Prevenzione Alzheimer, ricercatori della “d’Annunzio” in prima linea: a breve test ematici

I professori Onofrj e Sensi: “Siamo al centro di una rivoluzione diagnostica e terapeutica"

Ricercatori e laboratori dell’università “Gabriele d’Annunzio” in prima linea nella prevenzione dell’Alzheimer. Dal Dipartimento di neuroscienze, imaging e scienze cliniche annunciano che a breve saranno dei test ematici che potrebbero rivoluzionare il percorso diagnostico della malattia di Alzheimer perché, secondo gli studi, sarebbero in grado di rilevare la proteina che ad oggi si ritiene possa indicare con maggiore accuratezza la progressione del processo degenerativo che sottende alla demenza di Alzheimer. 

“È un’evoluzione importante del percorso diagnostico - spiega il professor Stefano Sensi, ordinario di Neurologia e direttore del Dipartimento della d’Annunzio -, un importante passo avanti che ci avvicina a diagnosi precoci e differenziate, processo fondamentale per gestire l’arrivo oramai vicino di terapie disease-modyfing, cioè capaci di mutare il decorso della malattia. Si tratta, è bene ricordarlo, di trattamenti costosi e che possono funzionare su sottotipi selezionati di pazienti. È questo il fine ultimo dello sforzo congiunto che il nostro Ateneo sta portando avanti nell’ambito di un’azione sinergica interaziendale che vede al centro la clinica Neurologica dell’ospedale di Chieti, diretta dal professor Marco Onofrj, e la rete per le demenze dell’Asl di Pescara e che che vede coinvolti i ricercatori del Dipartimento di Neuroscienze e Imaging, dell’Itab, e del Cast della d’Annunzio,che stanno contribuendo al processo con ricerche e diagnostiche avanzate”.

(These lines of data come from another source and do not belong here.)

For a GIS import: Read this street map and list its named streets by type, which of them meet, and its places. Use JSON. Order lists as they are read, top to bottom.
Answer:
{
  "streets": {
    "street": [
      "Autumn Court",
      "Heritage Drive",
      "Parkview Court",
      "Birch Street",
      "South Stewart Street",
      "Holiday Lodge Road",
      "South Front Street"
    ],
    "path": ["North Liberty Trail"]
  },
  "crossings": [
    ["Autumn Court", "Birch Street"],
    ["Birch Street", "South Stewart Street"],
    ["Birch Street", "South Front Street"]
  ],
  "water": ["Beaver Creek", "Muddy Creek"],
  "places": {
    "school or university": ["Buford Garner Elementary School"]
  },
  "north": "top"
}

Una di queste è un recente studio, curato dal professor Onofrj e dal professor Sensi, che impiega l’intelligenza artificiale e tecniche di “machine learning” per predire la conversione a malattia di soggetti in fase presintomatica.

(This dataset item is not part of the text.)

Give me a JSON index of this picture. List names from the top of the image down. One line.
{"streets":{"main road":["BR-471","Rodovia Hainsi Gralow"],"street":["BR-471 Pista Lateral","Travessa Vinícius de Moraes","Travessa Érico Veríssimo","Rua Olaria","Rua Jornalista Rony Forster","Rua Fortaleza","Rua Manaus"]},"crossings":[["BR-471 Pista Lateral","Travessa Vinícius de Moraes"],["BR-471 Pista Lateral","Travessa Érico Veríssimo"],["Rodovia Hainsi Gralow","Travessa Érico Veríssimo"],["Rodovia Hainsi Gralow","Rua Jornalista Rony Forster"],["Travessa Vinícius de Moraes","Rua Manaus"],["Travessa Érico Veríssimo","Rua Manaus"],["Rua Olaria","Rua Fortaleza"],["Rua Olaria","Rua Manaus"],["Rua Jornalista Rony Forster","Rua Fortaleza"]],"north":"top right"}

“Siamo al centro di una rivoluzione diagnostica e terapeutica - sottolineano i professori Onofrj e Sensi- che finalmente potrebbe impattare sulla vita dei nostri pazienti e dei loro familiari. E’ bene ricordare che nessuna metodica sarà da sola risolutiva. L’accuratezza diagnostica e l’individuazione di strategie terapeutiche mirate verranno solo dal combinato di sempre più accurati test di valutazione neuropsicologica, ricerca di proteine alterate nel liquido cerebrospinale (come la tau o l’amiloide) e neuroimaging (risonanza magnetica, tomografia a positroni, eccetera) dall’altra. Siamo finalmente vicini alla possibilità - di selezionare in maniera sempre meno invasiva, economica ed efficace soggetti non ancora dementi da avviare a trattamento precoce sia di carattere farmacologico sia, non primi fra tutti, gli interventi sul lifestyle e sui fattori di rischio modificabili”.